====== The records ======
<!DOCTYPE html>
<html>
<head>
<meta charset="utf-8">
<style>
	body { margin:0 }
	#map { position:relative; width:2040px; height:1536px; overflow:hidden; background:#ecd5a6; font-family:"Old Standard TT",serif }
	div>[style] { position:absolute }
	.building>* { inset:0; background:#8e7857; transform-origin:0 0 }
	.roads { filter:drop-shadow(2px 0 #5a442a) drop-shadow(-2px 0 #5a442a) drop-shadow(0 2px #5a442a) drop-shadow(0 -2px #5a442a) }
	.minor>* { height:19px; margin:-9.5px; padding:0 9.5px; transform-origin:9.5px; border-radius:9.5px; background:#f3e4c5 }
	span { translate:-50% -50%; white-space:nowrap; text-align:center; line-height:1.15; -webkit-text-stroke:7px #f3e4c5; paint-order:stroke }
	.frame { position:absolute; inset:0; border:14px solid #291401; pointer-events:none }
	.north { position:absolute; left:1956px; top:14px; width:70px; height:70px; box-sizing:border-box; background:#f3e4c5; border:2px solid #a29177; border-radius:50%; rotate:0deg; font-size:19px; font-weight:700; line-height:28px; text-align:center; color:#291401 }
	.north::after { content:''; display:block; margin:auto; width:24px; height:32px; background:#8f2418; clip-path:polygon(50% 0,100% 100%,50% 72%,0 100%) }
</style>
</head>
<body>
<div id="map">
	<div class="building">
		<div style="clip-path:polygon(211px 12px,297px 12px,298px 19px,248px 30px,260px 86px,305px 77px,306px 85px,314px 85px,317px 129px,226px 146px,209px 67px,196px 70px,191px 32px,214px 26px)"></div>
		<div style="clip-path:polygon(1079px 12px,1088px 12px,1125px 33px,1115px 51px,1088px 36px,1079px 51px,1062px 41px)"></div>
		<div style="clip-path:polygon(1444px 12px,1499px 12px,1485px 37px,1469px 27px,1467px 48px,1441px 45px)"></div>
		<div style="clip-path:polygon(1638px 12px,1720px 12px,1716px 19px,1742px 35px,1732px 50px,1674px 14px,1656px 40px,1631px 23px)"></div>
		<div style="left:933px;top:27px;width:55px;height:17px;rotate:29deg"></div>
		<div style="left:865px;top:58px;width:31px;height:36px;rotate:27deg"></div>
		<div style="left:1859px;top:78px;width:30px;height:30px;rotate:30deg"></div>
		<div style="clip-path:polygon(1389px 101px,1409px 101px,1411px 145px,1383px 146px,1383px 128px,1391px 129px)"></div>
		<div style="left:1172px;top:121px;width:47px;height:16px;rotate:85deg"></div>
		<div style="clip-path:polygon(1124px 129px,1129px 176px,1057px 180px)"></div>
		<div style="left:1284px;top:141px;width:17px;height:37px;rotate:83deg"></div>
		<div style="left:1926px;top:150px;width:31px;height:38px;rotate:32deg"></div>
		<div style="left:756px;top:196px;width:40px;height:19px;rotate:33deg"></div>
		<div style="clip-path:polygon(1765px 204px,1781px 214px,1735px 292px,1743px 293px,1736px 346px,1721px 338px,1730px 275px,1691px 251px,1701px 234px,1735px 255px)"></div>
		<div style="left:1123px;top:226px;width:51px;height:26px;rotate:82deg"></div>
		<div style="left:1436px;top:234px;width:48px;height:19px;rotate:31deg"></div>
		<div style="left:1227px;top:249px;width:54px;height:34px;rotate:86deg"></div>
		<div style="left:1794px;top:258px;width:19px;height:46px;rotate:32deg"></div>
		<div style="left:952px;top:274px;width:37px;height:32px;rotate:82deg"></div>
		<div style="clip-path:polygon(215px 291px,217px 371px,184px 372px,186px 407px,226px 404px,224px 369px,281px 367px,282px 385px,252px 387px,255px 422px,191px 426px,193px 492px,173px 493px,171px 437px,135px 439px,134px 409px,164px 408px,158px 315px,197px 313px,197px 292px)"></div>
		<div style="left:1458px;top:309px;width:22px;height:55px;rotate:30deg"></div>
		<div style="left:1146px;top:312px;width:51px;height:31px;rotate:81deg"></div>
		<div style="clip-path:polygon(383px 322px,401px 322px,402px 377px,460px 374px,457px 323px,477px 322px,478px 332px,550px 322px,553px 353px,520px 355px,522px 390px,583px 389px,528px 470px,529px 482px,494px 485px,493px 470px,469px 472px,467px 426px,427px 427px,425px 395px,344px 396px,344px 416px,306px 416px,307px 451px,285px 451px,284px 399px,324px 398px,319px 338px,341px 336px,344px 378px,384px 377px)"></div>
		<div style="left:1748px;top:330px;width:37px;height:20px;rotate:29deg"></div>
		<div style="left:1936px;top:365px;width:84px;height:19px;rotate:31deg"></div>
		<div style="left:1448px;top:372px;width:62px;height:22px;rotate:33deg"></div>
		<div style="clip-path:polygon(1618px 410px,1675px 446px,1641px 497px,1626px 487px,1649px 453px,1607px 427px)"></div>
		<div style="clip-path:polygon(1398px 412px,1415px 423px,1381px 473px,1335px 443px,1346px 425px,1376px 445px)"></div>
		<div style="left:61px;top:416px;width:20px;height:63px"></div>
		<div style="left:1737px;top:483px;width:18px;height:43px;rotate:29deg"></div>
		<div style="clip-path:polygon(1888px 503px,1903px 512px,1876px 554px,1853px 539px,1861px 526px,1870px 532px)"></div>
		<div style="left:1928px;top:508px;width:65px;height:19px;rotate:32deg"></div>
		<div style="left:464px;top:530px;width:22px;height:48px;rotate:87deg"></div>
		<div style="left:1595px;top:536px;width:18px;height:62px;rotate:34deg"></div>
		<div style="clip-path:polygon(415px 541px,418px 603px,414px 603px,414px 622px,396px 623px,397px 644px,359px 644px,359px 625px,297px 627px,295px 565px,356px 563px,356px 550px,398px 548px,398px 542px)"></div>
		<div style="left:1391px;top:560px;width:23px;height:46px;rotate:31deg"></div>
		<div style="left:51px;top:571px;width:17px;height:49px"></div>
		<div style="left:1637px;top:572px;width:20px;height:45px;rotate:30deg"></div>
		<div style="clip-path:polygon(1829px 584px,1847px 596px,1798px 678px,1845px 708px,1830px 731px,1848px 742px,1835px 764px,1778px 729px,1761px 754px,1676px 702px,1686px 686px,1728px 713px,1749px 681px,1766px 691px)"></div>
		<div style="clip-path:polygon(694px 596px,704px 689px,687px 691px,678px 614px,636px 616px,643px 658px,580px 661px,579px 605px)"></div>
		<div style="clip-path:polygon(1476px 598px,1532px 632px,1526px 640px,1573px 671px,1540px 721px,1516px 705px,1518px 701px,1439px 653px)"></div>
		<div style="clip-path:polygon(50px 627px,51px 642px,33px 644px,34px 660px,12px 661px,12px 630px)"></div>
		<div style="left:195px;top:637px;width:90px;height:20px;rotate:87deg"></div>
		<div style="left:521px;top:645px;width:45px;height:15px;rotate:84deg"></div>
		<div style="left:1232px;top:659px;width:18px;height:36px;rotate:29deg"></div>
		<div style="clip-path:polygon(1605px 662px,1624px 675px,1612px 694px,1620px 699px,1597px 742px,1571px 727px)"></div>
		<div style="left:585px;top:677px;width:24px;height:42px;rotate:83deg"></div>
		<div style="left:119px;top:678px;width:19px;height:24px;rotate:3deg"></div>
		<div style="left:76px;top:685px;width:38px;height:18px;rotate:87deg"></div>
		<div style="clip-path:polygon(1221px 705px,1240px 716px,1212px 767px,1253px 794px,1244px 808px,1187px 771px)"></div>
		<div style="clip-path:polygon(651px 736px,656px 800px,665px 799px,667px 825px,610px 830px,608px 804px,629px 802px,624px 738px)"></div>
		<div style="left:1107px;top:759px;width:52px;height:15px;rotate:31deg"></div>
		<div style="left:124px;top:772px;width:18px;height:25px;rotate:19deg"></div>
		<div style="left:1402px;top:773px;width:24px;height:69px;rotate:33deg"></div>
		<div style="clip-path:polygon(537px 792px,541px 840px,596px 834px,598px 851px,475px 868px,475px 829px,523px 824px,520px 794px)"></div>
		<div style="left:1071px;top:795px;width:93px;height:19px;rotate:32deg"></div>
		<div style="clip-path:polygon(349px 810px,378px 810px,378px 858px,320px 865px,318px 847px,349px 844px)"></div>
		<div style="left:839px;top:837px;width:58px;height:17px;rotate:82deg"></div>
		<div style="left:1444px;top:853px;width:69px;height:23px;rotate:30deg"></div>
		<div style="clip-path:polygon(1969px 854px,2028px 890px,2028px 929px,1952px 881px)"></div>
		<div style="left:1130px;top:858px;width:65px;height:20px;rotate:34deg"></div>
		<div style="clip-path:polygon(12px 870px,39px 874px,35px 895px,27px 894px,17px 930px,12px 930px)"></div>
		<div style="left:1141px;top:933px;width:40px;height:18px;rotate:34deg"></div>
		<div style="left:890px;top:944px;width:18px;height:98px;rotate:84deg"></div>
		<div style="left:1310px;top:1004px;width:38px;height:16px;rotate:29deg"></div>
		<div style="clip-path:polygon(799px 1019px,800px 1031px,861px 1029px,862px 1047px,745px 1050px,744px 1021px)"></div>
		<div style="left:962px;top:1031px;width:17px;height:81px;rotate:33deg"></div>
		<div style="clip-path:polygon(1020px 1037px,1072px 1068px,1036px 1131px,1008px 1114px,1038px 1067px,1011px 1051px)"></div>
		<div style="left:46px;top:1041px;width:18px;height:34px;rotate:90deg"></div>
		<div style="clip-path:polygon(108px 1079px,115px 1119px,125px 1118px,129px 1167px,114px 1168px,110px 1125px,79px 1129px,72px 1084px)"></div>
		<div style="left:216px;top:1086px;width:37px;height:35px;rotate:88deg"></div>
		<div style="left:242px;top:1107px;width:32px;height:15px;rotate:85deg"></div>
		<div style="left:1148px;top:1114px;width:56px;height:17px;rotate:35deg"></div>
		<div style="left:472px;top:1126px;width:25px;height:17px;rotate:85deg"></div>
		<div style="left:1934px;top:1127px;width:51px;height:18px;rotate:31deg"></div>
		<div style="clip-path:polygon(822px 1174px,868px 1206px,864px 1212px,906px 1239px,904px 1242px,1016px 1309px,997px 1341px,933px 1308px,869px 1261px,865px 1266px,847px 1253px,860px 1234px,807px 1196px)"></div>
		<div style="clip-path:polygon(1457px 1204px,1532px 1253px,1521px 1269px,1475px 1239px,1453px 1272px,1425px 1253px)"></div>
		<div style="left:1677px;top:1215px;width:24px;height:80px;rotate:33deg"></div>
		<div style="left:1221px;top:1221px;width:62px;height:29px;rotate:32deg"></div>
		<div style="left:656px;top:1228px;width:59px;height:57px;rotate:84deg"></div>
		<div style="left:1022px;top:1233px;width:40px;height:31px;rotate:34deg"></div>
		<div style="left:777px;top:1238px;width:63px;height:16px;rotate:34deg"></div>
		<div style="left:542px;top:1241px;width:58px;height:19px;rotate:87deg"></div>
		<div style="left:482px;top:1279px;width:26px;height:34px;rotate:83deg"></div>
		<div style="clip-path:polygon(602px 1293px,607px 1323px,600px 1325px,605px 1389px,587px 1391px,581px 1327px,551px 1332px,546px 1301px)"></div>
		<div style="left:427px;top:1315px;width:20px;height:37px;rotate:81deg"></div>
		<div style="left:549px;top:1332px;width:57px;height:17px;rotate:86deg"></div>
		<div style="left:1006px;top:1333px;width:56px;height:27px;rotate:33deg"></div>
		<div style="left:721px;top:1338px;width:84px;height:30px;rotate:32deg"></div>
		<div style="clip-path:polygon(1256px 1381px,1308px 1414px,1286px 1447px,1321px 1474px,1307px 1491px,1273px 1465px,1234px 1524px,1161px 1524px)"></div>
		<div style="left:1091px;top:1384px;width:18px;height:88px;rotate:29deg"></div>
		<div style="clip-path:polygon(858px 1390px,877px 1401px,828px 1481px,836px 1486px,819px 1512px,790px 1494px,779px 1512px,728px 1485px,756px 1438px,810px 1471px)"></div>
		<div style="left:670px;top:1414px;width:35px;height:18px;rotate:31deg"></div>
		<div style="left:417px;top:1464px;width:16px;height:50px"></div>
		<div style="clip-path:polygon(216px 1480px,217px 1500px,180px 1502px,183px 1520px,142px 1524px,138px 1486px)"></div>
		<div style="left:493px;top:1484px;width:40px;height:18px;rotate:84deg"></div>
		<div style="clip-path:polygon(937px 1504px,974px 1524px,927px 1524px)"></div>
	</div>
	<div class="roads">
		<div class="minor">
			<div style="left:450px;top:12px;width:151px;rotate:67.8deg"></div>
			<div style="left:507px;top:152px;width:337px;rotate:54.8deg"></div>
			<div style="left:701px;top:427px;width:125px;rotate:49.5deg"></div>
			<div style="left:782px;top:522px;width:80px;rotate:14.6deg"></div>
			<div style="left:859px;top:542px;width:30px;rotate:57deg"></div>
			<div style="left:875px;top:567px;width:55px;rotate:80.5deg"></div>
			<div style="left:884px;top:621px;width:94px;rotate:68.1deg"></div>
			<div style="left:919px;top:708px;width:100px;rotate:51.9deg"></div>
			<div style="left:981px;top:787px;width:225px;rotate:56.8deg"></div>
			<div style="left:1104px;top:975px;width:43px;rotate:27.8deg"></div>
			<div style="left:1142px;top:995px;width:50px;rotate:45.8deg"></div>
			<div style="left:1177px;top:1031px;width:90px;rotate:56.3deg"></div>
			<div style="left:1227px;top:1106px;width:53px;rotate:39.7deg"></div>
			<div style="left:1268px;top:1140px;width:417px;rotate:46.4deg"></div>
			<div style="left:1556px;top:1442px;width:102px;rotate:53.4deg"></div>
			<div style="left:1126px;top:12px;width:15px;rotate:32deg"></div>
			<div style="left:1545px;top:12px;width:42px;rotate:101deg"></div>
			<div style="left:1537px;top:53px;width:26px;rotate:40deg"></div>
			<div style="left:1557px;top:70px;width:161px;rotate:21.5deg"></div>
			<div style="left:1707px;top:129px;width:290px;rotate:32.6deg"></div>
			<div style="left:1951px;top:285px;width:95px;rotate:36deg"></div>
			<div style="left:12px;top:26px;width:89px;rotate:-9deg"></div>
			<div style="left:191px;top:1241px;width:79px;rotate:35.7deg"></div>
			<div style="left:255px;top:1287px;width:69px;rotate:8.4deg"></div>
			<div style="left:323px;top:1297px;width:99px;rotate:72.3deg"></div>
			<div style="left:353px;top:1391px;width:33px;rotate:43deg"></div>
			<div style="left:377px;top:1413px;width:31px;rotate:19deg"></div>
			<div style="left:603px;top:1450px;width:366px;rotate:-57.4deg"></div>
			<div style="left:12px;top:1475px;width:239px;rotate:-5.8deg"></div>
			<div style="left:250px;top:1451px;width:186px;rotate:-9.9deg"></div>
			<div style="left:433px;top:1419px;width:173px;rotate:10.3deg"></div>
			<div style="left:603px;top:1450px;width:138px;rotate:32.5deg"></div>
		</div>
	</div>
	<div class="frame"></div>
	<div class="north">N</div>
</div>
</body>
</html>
======
◆ Exercise description ◆
Starting with the first line of the records above, give back each line exactly until the line with "position:relative; width:2040px; height:1536px;" has been given as well.

◆ Answer space ◆
<!DOCTYPE html>
<html>
<head>
<meta charset="utf-8">
<style>
	body { margin:0 }
	#map { position:relative; width:2040px; height:1536px; overflow:hidden; background:#ecd5a6; font-family:"Old Standard TT",serif }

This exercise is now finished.